There's a lot of third-party stuff of course, but if you want to stick with WOTC core books, why not try d20 modern? The classes are a little weaker overall, but it might be quite worthwhile.


----------



## brehobit (Dec 20, 2007)

Pious Templar from Complete Divine is probably the best PrC for this.  Full BAB, 3 bonus feats (one of which must be weapon specialization) and DR in addition to mettle and a few spells.

Mark


----------



## avr (Dec 20, 2007)

The (core) rogue gets a choice of feats or some special class abilities from level 10. Eldritch knight gives a bonus fighter feat at L1, Heir of Siberys (ECS) gives a bonus general feat at L1. Quite a few prestige classes give specific feats, what are you after exactly?


----------



## RigaMortus2 (Dec 20, 2007)

I think Psion and maybe Wu-Jen also start w/ a bonus feat?
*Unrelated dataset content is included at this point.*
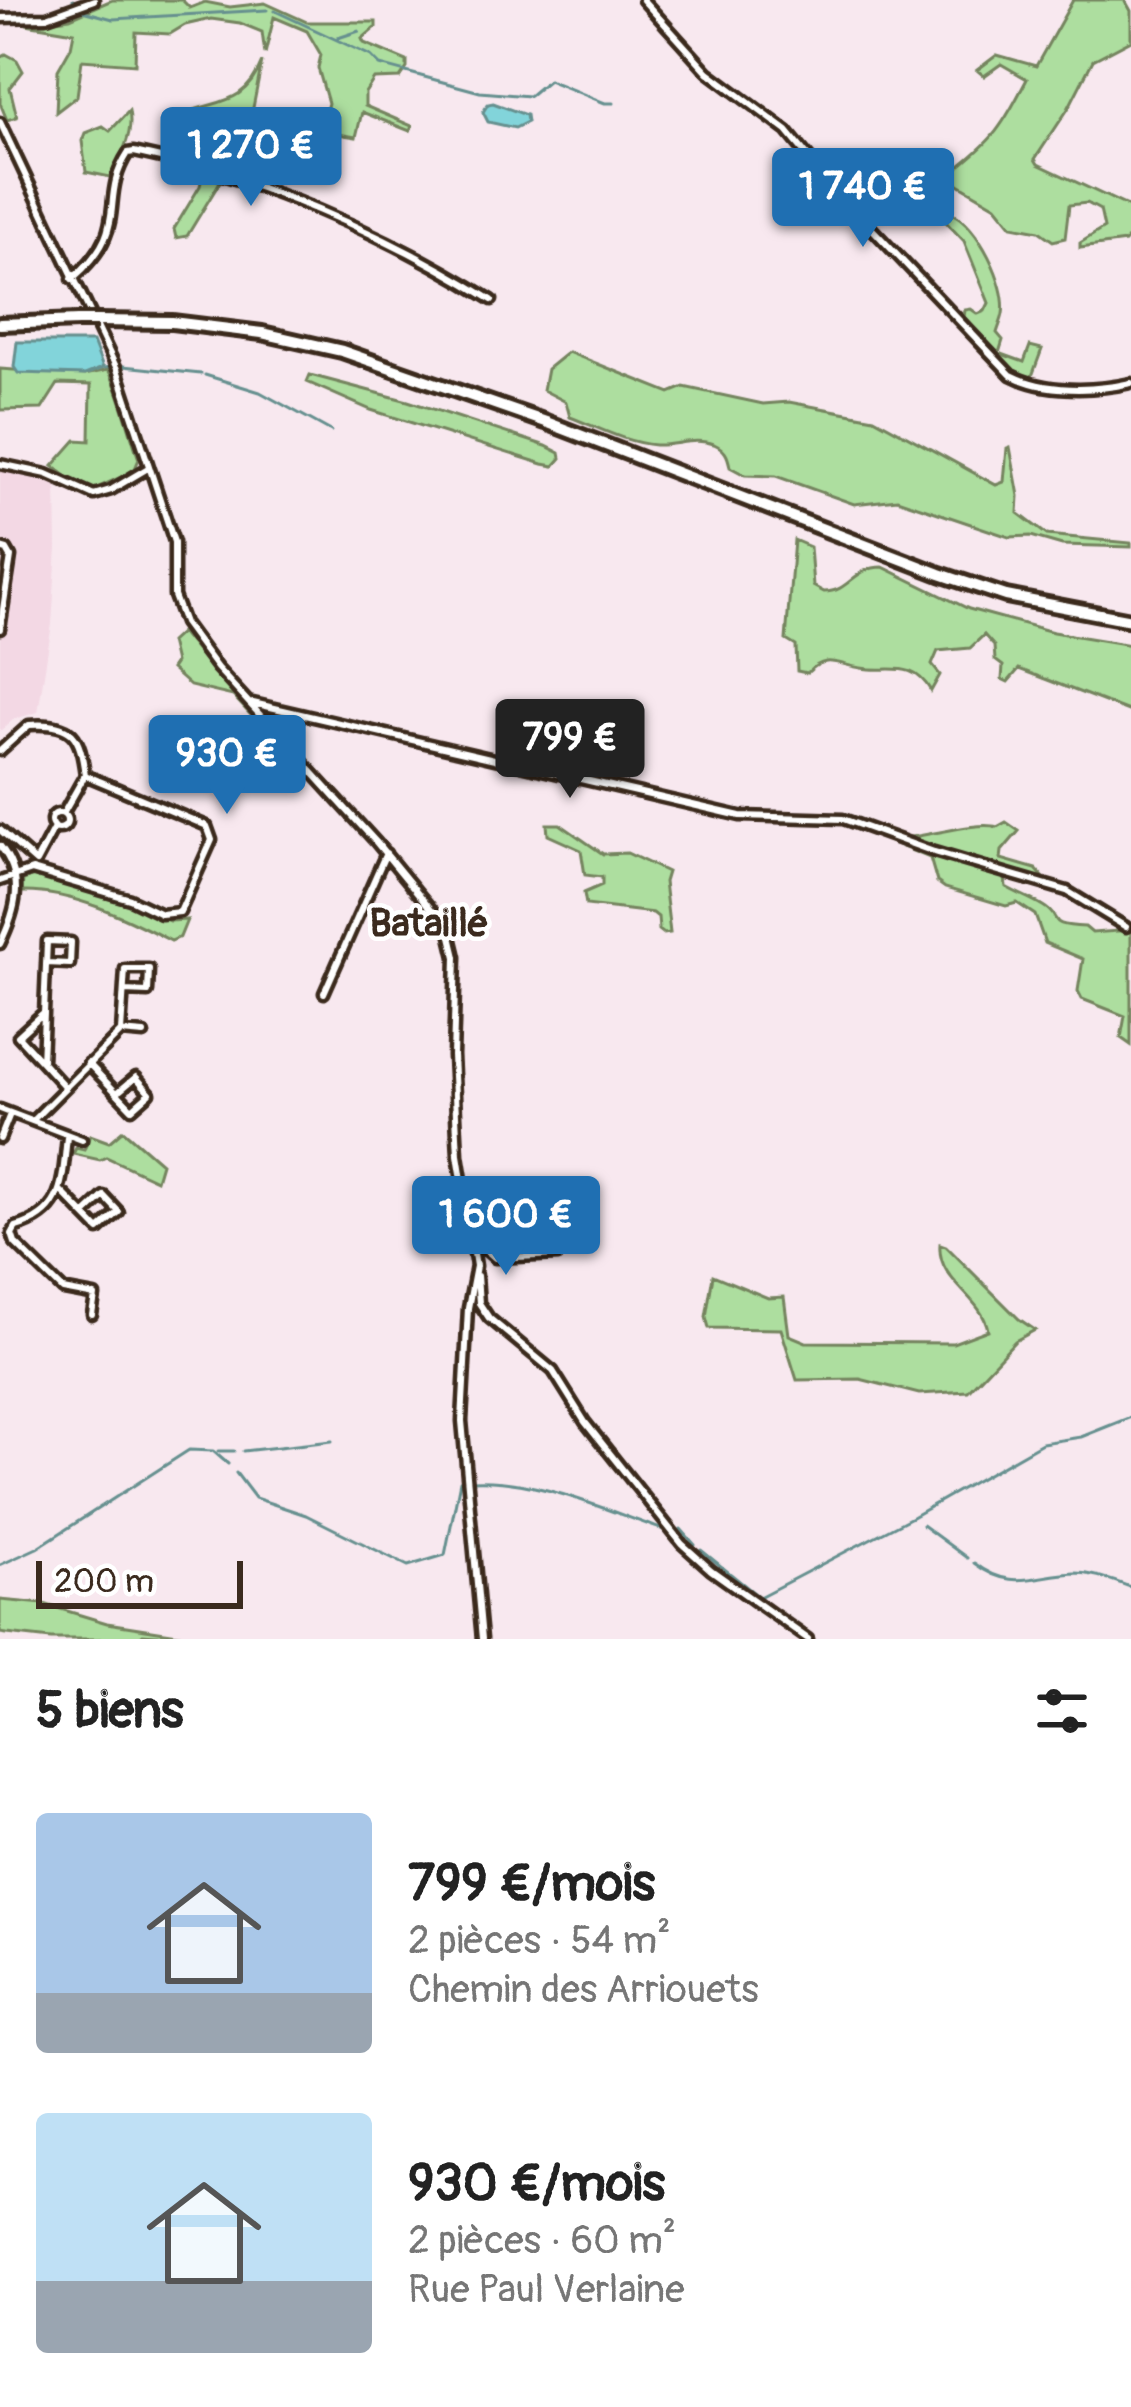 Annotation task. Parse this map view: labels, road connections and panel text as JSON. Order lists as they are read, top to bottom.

And the Generic classes in UA (Warrior, Expert, Spellcaster).


----------



## Kwitchit (Dec 20, 2007)

Everyone's forgotten Scout- although they have to pick from a list. However, the list includes a lot of archery feats and the Spring Attack tree.


----------



## Darklone (Dec 20, 2007)

Eldritch Knight. Often overlooked.


----------



## Teydyn (Dec 20, 2007)

Quite some ideas here. Maybe you could be specific WHICH feat trees you are interested in? Could help to find more/better suited classes.


----------



## udalrich (Dec 20, 2007)

There's also the possibility of using flaws, which are from the same source as gestalt.  There basically a negative feat, that gives you an extra feat in compensation.


----------



## Archimedes314 (Dec 21, 2007)

From memory (AFB at the moment):

Fighter-Like Bonus Feats:
"Feat Rogue" Variant (Unearthed Arcana)
Psychic Warrior (Expanded Psionics Handbook)
OA Samurai (I don't think anyone in their right mind would consider the CW Samurai an update to this class)
"Feat Wizard" Variant (Unearthed Arcana)

More Limited Bonus Feats:
Warblade (Tome of Battle)
Scout (Complete Adventurer)

There are also various prestige classes, but there are so many that I couldn't hope to remember even a fraction of them.


----------



## Thurbane (Dec 21, 2007)

IIRC, Chameleon grants a feat that can be swapped each day or so...


----------



## Diomeneus (Dec 21, 2007)

Races of Stone. 

Play the Stonechild Monster Class with the fighter (for bonus feats) or barbarian class, it is sickly overpowered with gestalt rules (as you get hit dice when normally the stonechild would get none, and virtually no redundant bonuses).


----------



## mr_outsidevoice (Dec 24, 2007)

Psychic Warrior is your best Choice,  Scout is a close second.


----------



## glass (Dec 24, 2007)

Darklone said:
			
		

> Eldritch Knight. Often overlooked.



Not applicable. The OP asks for something for a gestalt character.


glass.


----------



## Slaved (Dec 24, 2007)

Ranger 2/Monk 2/Fighter 2/Psychic Warrior 2 will keep you in bonus feats for a very long time! Mix and match the levels to taste but ranger is probably best for level 1.


----------